* **Task item**: Every entry must be reproduced word for word.

* **Extracted records**:
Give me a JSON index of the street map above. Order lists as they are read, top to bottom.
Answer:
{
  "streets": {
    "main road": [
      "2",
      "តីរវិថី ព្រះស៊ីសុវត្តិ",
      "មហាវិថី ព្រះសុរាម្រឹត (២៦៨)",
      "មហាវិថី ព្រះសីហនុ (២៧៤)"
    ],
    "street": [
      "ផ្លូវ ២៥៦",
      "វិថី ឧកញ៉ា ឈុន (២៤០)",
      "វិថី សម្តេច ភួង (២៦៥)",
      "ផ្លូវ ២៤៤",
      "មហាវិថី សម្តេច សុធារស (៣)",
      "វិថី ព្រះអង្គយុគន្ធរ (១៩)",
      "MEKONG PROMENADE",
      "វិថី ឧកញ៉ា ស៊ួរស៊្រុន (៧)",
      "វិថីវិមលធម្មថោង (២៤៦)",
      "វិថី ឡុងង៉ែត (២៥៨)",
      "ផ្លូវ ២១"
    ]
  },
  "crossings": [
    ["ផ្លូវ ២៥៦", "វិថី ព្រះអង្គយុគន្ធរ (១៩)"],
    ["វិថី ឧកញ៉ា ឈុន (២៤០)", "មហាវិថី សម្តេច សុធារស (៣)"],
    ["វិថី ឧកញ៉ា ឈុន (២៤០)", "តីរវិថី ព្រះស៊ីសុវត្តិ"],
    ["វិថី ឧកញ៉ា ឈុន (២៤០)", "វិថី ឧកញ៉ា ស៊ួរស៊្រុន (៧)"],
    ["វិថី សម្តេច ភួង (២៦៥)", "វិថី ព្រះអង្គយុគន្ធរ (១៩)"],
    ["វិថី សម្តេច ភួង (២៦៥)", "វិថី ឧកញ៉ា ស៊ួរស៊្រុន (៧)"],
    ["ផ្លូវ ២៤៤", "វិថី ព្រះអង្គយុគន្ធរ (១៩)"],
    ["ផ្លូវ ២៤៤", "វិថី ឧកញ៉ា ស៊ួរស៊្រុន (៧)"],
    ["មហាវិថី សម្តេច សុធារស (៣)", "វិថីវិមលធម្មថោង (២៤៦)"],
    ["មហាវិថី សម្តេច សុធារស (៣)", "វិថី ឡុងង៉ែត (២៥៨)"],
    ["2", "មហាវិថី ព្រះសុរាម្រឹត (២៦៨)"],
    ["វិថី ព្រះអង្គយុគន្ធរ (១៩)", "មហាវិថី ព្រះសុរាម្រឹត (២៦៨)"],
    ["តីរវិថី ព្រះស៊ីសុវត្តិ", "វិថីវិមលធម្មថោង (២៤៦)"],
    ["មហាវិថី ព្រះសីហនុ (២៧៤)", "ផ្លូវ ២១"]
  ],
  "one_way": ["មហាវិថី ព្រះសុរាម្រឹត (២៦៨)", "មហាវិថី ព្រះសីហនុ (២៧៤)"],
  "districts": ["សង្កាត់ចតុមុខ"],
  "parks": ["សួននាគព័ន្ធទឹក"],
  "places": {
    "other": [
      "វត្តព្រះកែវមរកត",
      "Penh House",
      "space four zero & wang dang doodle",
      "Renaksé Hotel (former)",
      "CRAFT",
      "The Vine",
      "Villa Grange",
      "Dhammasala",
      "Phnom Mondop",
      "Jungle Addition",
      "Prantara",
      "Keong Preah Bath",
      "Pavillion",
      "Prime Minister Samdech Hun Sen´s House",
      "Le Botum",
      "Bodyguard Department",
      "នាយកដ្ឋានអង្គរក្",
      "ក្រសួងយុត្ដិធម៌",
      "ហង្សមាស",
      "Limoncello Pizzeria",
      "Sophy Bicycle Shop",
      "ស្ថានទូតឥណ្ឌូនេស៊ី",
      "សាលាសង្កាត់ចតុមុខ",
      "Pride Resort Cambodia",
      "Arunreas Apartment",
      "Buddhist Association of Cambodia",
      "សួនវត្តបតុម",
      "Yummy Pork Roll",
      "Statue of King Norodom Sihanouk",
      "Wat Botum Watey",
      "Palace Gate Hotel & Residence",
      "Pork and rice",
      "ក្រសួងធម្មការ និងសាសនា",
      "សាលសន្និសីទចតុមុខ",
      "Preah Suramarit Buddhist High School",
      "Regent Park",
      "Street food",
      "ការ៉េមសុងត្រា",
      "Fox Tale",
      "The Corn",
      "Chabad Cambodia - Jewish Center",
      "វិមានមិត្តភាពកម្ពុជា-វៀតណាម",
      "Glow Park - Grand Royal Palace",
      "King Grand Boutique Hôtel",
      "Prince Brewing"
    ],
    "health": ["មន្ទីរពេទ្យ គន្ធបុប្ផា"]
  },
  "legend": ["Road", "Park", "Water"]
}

* **Your response**:
Give me a JSON index of the street map above. Order lists as they are read, top to bottom.
Answer:
{
  "streets": {
    "main road": [
      "2",
      "តីរវិថី ព្រះស៊ីសុវត្តិ",
      "មហាវិថី ព្រះសុរាម្រឹត (២៦៨)",
      "មហាវិថី ព្រះសីហនុ (២៧៤)"
    ],
    "street": [
      "ផ្លូវ ២៥៦",
      "វិថី ឧកញ៉ា ឈុន (២៤០)",
      "វិថី សម្តេច ភួង (២៦៥)",
      "ផ្លូវ ២៤៤",
      "មហាវិថី សម្តេច សុធារស (៣)",
      "វិថី ព្រះអង្គយុគន្ធរ (១៩)",
      "MEKONG PROMENADE",
      "វិថី ឧកញ៉ា ស៊ួរស៊្រុន (៧)",
      "វិថីវិមលធម្មថោង (២៤៦)",
      "វិថី ឡុងង៉ែត (២៥៨)",
      "ផ្លូវ ២១"
    ]
  },
  "crossings": [
    ["ផ្លូវ ២៥៦", "វិថី ព្រះអង្គយុគន្ធរ (១៩)"],
    ["វិថី ឧកញ៉ា ឈុន (២៤០)", "មហាវិថី សម្តេច សុធារស (៣)"],
    ["វិថី ឧកញ៉ា ឈុន (២៤០)", "តីរវិថី ព្រះស៊ីសុវត្តិ"],
    ["វិថី ឧកញ៉ា ឈុន (២៤០)", "វិថី ឧកញ៉ា ស៊ួរស៊្រុន (៧)"],
    ["វិថី សម្តេច ភួង (២៦៥)", "វិថី ព្រះអង្គយុគន្ធរ (១៩)"],
    ["វិថី សម្តេច ភួង (២៦៥)", "វិថី ឧកញ៉ា ស៊ួរស៊្រុន (៧)"],
    ["ផ្លូវ ២៤៤", "វិថី ព្រះអង្គយុគន្ធរ (១៩)"],
    ["ផ្លូវ ២៤៤", "វិថី ឧកញ៉ា ស៊ួរស៊្រុន (៧)"],
    ["មហាវិថី សម្តេច សុធារស (៣)", "វិថីវិមលធម្មថោង (២៤៦)"],
    ["មហាវិថី សម្តេច សុធារស (៣)", "វិថី ឡុងង៉ែត (២៥៨)"],
    ["2", "មហាវិថី ព្រះសុរាម្រឹត (២៦៨)"],
    ["វិថី ព្រះអង្គយុគន្ធរ (១៩)", "មហាវិថី ព្រះសុរាម្រឹត (២៦៨)"],
    ["តីរវិថី ព្រះស៊ីសុវត្តិ", "វិថីវិមលធម្មថោង (២៤៦)"],
    ["មហាវិថី ព្រះសីហនុ (២៧៤)", "ផ្លូវ ២១"]
  ],
  "one_way": ["មហាវិថី ព្រះសុរាម្រឹត (២៦៨)", "មហាវិថី ព្រះសីហនុ (២៧៤)"],
  "districts": ["សង្កាត់ចតុមុខ"],
  "parks": ["សួននាគព័ន្ធទឹក"],
  "places": {
    "other": [
      "វត្តព្រះកែវមរកត",
      "Penh House",
      "space four zero & wang dang doodle",
      "Renaksé Hotel (former)",
      "CRAFT",
      "The Vine",
      "Villa Grange",
      "Dhammasala",
      "Phnom Mondop",
      "Jungle Addition",
      "Prantara",
      "Keong Preah Bath",
      "Pavillion",
      "Prime Minister Samdech Hun Sen´s House",
      "Le Botum",
      "Bodyguard Department",
      "នាយកដ្ឋានអង្គរក្",
      "ក្រសួងយុត្ដិធម៌",
      "ហង្សមាស",
      "Limoncello Pizzeria",
      "Sophy Bicycle Shop",
      "ស្ថានទូតឥណ្ឌូនេស៊ី",
      "សាលាសង្កាត់ចតុមុខ",
      "Pride Resort Cambodia",
      "Arunreas Apartment",
      "Buddhist Association of Cambodia",
      "សួនវត្តបតុម",
      "Yummy Pork Roll",
      "Statue of King Norodom Sihanouk",
      "Wat Botum Watey",
      "Palace Gate Hotel & Residence",
      "Pork and rice",
      "ក្រសួងធម្មការ និងសាសនា",
      "សាលសន្និសីទចតុមុខ",
      "Preah Suramarit Buddhist High School",
      "Regent Park",
      "Street food",
      "ការ៉េមសុងត្រា",
      "Fox Tale",
      "The Corn",
      "Chabad Cambodia - Jewish Center",
      "វិមានមិត្តភាពកម្ពុជា-វៀតណាម",
      "Glow Park - Grand Royal Palace",
      "King Grand Boutique Hôtel",
      "Prince Brewing"
    ],
    "health": ["មន្ទីរពេទ្យ គន្ធបុប្ផា"]
  },
  "legend": ["Road", "Park", "Water"]
}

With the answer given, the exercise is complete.